La Alegria Yasmine Lévy
envoyé par eglantinezoe



Le ladino a survécu à cinq siècles d’éparpillement des Juifs chassés d’Espagne. Cette forme archaïque de l’espagnol s’est perpétuée au sein des communautés installées dans l’ancien empire ottoman, notamment à Smyrne (Izmir), Constantinople (Istanbul), Salonique (Thessalonique), Jérusalem et d’autres villes du pourtour méditerranéen. Légèrement altéré de mots hébreux et de termes empruntés aux langues des pays d’accueil, surtout le turc, le ladino a perdu de nombreux locuteurs au cours du XXe siècle. Un regain d’intérêt pour cette langue “en danger” s’est manifesté depuis deux décennies.

Yitzak Levy, feu le père de Yasmin, consacra une partie de sa vie au collectage des chansons, “romansas” (ballades poétiques et dramatiques) et “kantigas” (chansons lyriques), à travers le monde.

Très jeune, sa fille les a chantées, puisant dans les quatorze recueils qu’il a réalisés.

Son premier album, “Romance & Yasmin” (Connecting Cultures, 2004), est dédié à ce beau répertoire, riche et tout en douceur.

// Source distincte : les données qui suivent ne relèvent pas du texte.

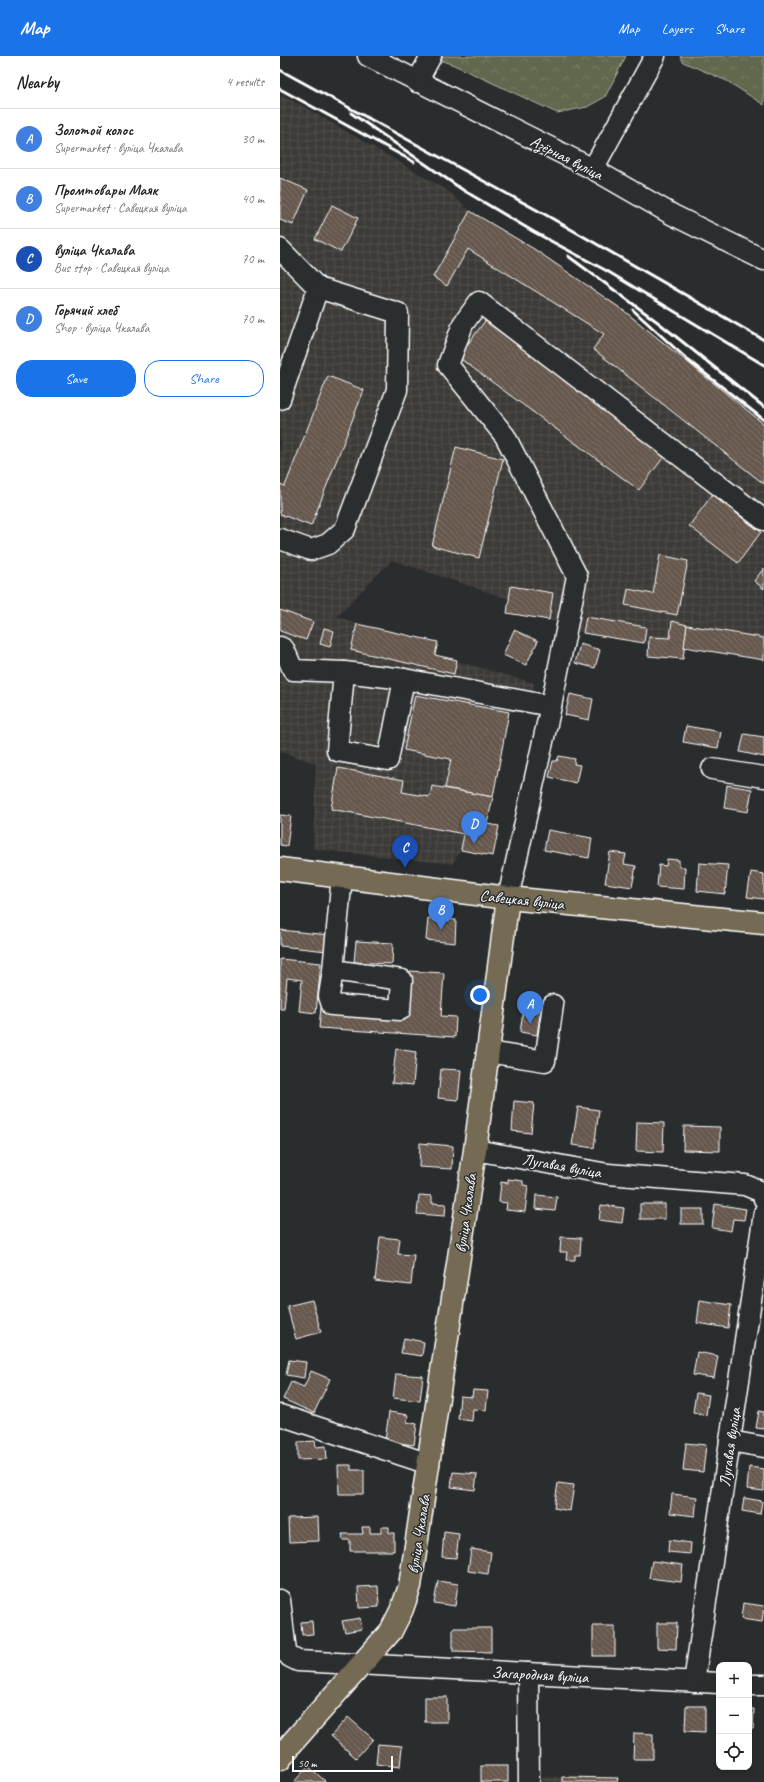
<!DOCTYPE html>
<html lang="en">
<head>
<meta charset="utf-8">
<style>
	:root { --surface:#fff; --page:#f6f6f6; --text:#202124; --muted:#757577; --line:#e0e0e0; --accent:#1a73e8 }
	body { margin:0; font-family:Caveat,sans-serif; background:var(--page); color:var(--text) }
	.controls { position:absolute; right:12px; bottom:12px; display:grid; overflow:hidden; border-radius:8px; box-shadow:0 2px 6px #0003 }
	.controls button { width:36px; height:36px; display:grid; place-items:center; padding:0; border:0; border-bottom:1px solid var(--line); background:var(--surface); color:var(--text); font:20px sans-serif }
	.scale { position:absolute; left:12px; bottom:10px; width:101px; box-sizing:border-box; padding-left:4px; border:2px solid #fff; border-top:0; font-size:11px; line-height:14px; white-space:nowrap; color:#fff; -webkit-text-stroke:3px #2a2d2e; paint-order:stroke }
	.you { position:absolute; left:200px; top:939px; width:14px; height:14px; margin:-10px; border:3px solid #fff; border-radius:50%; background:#1a73e8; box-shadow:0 0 0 6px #1a73e833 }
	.badge { display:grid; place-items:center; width:26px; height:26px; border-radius:50%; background:var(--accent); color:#fff; font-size:13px; font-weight:700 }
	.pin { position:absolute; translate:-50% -33px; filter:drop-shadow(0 1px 2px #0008) }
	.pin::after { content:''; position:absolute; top:21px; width:14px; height:12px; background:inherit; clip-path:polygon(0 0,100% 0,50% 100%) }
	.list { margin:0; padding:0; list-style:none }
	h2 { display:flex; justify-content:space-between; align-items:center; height:52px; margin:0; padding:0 16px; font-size:17px }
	h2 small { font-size:13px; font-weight:400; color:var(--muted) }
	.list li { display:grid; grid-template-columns:26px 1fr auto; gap:12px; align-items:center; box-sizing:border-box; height:60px; padding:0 16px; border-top:1px solid var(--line) }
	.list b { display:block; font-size:15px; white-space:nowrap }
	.list p { margin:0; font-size:13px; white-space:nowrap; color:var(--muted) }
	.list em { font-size:13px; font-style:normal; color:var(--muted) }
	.actions { display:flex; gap:8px; padding:12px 16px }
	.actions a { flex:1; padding:9px 0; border:1px solid var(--accent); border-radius:16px; text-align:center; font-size:14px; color:var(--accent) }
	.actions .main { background:var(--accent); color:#fff }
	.icon { flex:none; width:22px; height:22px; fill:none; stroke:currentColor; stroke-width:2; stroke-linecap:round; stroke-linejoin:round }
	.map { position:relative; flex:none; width:484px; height:1726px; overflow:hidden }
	header { display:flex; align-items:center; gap:24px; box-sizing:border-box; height:56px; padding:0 20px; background:var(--accent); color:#fff }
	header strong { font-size:19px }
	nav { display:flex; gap:22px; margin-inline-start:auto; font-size:14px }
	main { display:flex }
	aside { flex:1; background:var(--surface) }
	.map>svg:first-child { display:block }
	.industrial { fill:url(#industrial-grid) }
	.forest { fill:url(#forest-crowns); stroke:#b0b3a6 }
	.building { fill:url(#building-back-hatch); stroke:#fff }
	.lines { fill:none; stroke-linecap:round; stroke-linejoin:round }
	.minor-casing { stroke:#fff; stroke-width:23 }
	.major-casing { stroke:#fff; stroke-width:25 }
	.highway-casing { stroke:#fff; stroke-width:25 }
	.minor { stroke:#2a2d2e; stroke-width:20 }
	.major { stroke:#746b52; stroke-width:22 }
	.highway { stroke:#746b52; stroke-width:22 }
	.rail { stroke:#fff; stroke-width:3 }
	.labels { text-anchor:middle; stroke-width:3; stroke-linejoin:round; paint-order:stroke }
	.street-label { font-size:16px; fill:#fff; stroke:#2a2d2e }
</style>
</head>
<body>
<header>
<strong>Map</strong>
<nav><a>Map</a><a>Layers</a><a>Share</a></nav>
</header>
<main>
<aside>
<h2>Nearby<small>4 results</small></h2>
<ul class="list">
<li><span class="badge" style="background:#3f7fe0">A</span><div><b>Золотой колос</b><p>Supermarket · вуліца Чкалава</p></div><em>30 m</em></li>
<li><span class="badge" style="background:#3f7fe0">B</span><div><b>Промтовары Маяк</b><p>Supermarket · Савецкая вуліца</p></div><em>40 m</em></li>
<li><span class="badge" style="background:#1a4fb4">C</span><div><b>вуліца Чкалава</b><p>Bus stop · Савецкая вуліца</p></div><em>70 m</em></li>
<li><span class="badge" style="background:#3f7fe0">D</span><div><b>Горячий хлеб</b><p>Shop · вуліца Чкалава</p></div><em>70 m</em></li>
</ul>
<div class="actions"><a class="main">Save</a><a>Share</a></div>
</aside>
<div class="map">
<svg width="484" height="1726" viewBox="0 0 484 1726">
	<defs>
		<pattern id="industrial-grid" width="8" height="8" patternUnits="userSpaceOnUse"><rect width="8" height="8" fill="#3c3a38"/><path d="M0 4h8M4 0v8" fill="none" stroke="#504e4c"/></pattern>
		<pattern id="forest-crowns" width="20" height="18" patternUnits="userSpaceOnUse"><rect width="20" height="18" fill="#61674e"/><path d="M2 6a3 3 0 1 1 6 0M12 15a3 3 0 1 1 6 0" fill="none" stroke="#797e69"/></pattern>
		<pattern id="building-back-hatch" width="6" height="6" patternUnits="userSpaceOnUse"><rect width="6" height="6" fill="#66584e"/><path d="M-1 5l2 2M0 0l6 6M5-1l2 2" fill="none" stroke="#7d7169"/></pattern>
	</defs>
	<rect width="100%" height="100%" fill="#2a2d2e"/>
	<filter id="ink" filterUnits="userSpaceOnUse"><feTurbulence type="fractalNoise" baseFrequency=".025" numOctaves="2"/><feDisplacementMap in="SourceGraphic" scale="8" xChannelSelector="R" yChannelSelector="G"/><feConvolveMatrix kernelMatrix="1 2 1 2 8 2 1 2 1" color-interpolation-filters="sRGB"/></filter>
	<g filter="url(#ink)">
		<!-- industrial -->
		<g class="industrial">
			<path d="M0,39L21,49L167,134L190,155L484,368V604L404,591L403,603L368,600V588L303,577L269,564L227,557L229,543L112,504L57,560L77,568L158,586L155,599L254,627L249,652L230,648L207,768L219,770L213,800L181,794L172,808L33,793L36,708L0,695Z"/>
			<path d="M262,1721L338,1722L337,1726H262Z"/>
		</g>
		<!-- forest -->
		<g class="forest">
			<path d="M148,0H346L325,41L307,51L277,57L174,9Z"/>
			<path d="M400,0H484V49L447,25L403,6Z"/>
		</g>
		<!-- building -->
		<g class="building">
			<path d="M0,122L28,134L13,169L0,164Z"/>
			<path d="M52,149L78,162L61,196L35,183Z"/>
			<path d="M190,155L254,193L343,254L484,368V428L313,293L324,278L188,193L167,230L153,221Z"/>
			<path d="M205,265L386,398L359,434L178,301Z"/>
			<path d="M48,320L84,334L31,470L0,458V428L5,430Z"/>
			<path d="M176,391L223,403L199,502L152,490Z"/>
			<path d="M432,439L481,476L458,507L409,470Z"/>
			<path d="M380,499L408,505L397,559L345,549L348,533L373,538Z"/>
			<path d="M484,512V533L474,525Z"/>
			<path d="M231,530L273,537L269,564L227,557Z"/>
			<path d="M0,554L33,566L26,584L0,575Z"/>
			<path d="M306,561L366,571L364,587L303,577Z"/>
			<path d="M392,565L407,569L403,603L368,600L369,581L390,582Z"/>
			<path d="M77,568L158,586L155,599L177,604L174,618L71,594Z"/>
			<path d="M407,569L484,582V604L404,591Z"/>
			<path d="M44,572L54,575L50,591L40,588Z"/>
			<path d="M234,574L258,585L246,609L223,599Z"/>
			<path d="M300,588L320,594L315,612L295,607Z"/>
			<path d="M290,638L313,643L309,664L285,659Z"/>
			<path d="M135,639L229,656L213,741L165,732L171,703L124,694Z"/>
			<path d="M406,670L441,676L438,692L403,686Z"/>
			<path d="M464,678L484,681V701L460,696Z"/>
			<path d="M279,700L295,703L294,708L300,709L296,727L269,721L273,705H277Z"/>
			<path d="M58,712L124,724L122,736L150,741L152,730L213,741L207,768L219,770L213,800L181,794L184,778L51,753Z"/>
			<path d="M447,729L472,733L468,756L444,752Z"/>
			<path d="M0,759L11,760L7,790L0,789Z"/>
			<path d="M268,774L312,782L309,802L264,794Z"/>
			<path d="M330,796L346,798L344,808L356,810L352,831L325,827Z"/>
			<path d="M387,803L399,804V811H405L404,833L377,831L379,809L386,810Z"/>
			<path d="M419,807L448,809L445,838L417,835Z"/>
			<path d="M471,816L484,818V843L467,841Z"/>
			<path d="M148,862L176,864L175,887L146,884Z"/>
			<path d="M0,874L49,879L47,895L0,890Z"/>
			<path d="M76,885L113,887L112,908L74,906Z"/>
			<path d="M0,903L41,907L36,957L19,955L22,924L7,922L4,953H0Z"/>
			<path d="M130,915L164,917L161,960L176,961L175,981L39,972L41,951L127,956Z"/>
			<path d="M245,943L262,946L257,979L240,976Z"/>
			<path d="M116,993L136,996L133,1029L112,1027Z"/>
			<path d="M161,1013L181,1014L178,1044L158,1042Z"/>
			<path d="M234,1045L254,1047L251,1077L232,1075Z"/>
			<path d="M298,1051L319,1054L314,1092L292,1089Z"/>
			<path d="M357,1066L384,1067L383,1096L356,1095Z"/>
			<path d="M404,1070L440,1071V1095L403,1094Z"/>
			<path d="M140,1087L173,1090L172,1113L139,1111Z"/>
			<path d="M228,1123L243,1125V1129L248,1130L245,1156L226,1154L227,1147L219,1146L221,1126L228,1127Z"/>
			<path d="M139,1139L152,1140V1147L166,1148L165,1160L137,1158Z"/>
			<path d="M256,1139L277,1141L275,1155L255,1153Z"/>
			<rect x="360" y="1148" width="25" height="15"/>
			<path d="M435,1148L466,1153L464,1164L453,1163L451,1175L432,1172Z"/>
			<path d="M321,1149L344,1152L342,1167L319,1164Z"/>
			<rect x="401" y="1153" width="22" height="15"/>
			<path d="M100,1181L120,1183L118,1198L134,1199L131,1229L95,1225Z"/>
			<path d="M281,1181L301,1182L300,1199H295V1204H286L287,1196H280Z"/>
			<path d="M32,1244L41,1276L16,1283L7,1250Z"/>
			<path d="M420,1244L451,1249L448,1272L417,1267Z"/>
			<path d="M124,1282L144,1286L142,1300L121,1297Z"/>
			<path d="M417,1296L438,1300L434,1322L413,1319Z"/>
			<path d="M9,1304L26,1306L24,1322L6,1319Z"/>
			<path d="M31,1315L50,1323L34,1357L3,1343L11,1326L24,1331Z"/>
			<path d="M116,1318L143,1320L140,1345L113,1342Z"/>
			<path d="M193,1334L208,1335L206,1354L193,1353L192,1365L178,1363L180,1340L192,1341Z"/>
			<path d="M416,1337L429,1339L426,1359L413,1356Z"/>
			<path d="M479,1355L484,1356V1373L476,1372Z"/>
			<path d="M109,1356L128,1359L127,1366L137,1368L134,1389L105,1385Z"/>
			<path d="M35,1385L36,1391L46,1390L47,1403L18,1404V1386Z"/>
			<path d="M406,1387L426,1389L423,1416L403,1414Z"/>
			<path d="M58,1409H71V1414H84V1438H59Z"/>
			<path d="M469,1411L484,1413V1435L467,1433Z"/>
			<path d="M173,1416L197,1418L195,1434L171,1431Z"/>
			<path d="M278,1427L294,1429L290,1455L274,1452Z"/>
			<path d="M392,1438L417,1441L415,1460L390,1457Z"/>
			<path d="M464,1442L482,1445L480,1458L462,1455Z"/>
			<path d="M38,1461L39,1485L9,1486L8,1462Z"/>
			<path d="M82,1471H90V1477H101V1471H109V1477H114V1495H70V1484H63L62,1478H83Z"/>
			<path d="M164,1476L179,1478L176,1502L162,1501Z"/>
			<path d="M389,1484L411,1487L410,1498L388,1496Z"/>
			<path d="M191,1493L211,1496L208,1518L188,1515Z"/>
			<path d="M372,1505L403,1509L401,1526L369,1522Z"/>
			<path d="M158,1525L178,1528L175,1550L154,1547Z"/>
			<path d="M98,1530L99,1551L79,1552L78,1531Z"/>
			<path d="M463,1547L484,1550L482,1566L461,1563Z"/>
			<path d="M80,1562L82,1573L65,1576L62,1565Z"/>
			<path d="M32,1565L33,1578L22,1579L21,1566Z"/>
			<path d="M377,1567H397L396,1593L377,1592Z"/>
			<rect x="313" y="1570" width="22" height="30"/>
			<path d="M173,1572H211V1596L173,1595Z"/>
			<rect x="145" y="1641" width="22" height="25"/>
			<path d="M406,1650H425V1676L405,1675Z"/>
			<path d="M469,1653H474L473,1673H469Z"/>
			<path d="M68,1661L93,1683L76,1702L51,1680Z"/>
			<path d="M354,1677L373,1678V1703H353Z"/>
			<path d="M98,1688L122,1690L120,1711L96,1708Z"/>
			<path d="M28,1710L45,1725L44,1726H14Z"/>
			<rect x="201" y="1710" width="27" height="16"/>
			<path d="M282,1721L338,1722L337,1726H282Z"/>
		</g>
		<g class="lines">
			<!-- minor casing -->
			<g class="minor-casing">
				<g id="minor">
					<path d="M88,0L313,113L393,159L484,204"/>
					<path d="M137,26L151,0"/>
					<path d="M313,113L375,0"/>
					<path d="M0,193L38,232L0,343"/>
					<path d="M0,483L31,494L48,488L65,473L117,334L118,257L38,232"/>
					<path d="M0,591L4,593L13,614L64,616L57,695L108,704L124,623L271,650"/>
					<path d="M64,616L124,623"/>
					<path d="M432,713L484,721"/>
					<path d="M228,842L271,650L297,520L225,380L168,309L183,268L199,246L484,464"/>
					<path d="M53,914L122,924L120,954L52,949L49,940L53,914L62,820"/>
					<path d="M208,996L265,1005L273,949"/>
					<path d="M195,1094L328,1118L465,1129L482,1136L484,1143"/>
					<path d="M0,1359L149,1408"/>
					<path d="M450,1385L484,1391"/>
					<path d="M0,1544L6,1596L10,1601L18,1605L439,1627"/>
					<path d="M248,1617L249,1726"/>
					<path d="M414,1626L484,1157"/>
					<path d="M469,1629H484"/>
				</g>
			</g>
			<!-- major casing -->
			<g class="major-casing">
				<path id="major" d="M228,842L484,867"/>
			</g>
			<!-- highway casing -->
			<g class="highway-casing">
				<path id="highway" d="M0,813L228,842L195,1094L130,1530L122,1553L111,1575L11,1688L0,1703"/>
			</g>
			<!-- minor -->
			<use href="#minor" class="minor"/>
			<!-- major -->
			<use href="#major" class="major"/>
			<!-- highway -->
			<use href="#highway" class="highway"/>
			<!-- rail -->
			<g class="rail">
				<path d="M0,14L266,159L484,284"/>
				<path d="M0,33L134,106"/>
				<path d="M71,57L183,134L254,176L327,215L484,309"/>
				<path d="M288,200L379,267L484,351"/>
				<path d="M353,254L409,305L484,364"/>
			</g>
		</g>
	</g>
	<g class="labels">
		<!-- street labels -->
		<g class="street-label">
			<text transform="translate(287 101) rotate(27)" y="6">Азёрная вуліца</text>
			<text transform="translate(242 843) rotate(6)" y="6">Савецкая вуліца</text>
			<text transform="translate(282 1109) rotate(10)" y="6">Лугавая вуліца</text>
			<text transform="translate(185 1157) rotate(-82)" y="6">вуліца Чкалава</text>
			<text transform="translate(449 1391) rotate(-82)" y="6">Лугавая вуліца</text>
			<text transform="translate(138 1478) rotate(-81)" y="6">вуліца Чкалава</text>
			<text transform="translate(260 1618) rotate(3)" y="6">Загародняя вуліца</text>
		</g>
	</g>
</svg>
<div class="controls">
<button>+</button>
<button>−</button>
<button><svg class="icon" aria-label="locate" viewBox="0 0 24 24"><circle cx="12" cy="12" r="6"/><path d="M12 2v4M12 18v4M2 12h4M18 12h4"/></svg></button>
</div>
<div class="scale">50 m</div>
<div class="you"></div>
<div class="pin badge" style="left:250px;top:968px;background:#3f7fe0">A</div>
<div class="pin badge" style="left:161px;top:874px;background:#3f7fe0">B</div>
<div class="pin badge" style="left:125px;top:812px;background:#1a4fb4">C</div>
<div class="pin badge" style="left:194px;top:788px;background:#3f7fe0">D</div>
</div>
</main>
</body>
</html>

Mais avec “La Juderia” se découvre la personnalité flamboyante de cette jeune femme de 27 ans. Sa voix ressemble à ces chevaux purs-sangs s’enivrant de galops lâchés dans la nature. Sur les “palos” du flamenco, elle laisse libre cours aux cavalcades échevelées de ses passions.

Si elle garde en mémoire la culture d’autrefois, son regard porte au loin, vers les générations futures.

C’est à elles qu’elle pense en mariant au flamenco la chanson ladino. C’est à la réconciliation entre Chrétiens, Maures et Judéo-espagnols, dans une Andalousie future qu’aspire cette fille de Jérusalem.

Et sa musique convaincante pourrait faire des merveilles...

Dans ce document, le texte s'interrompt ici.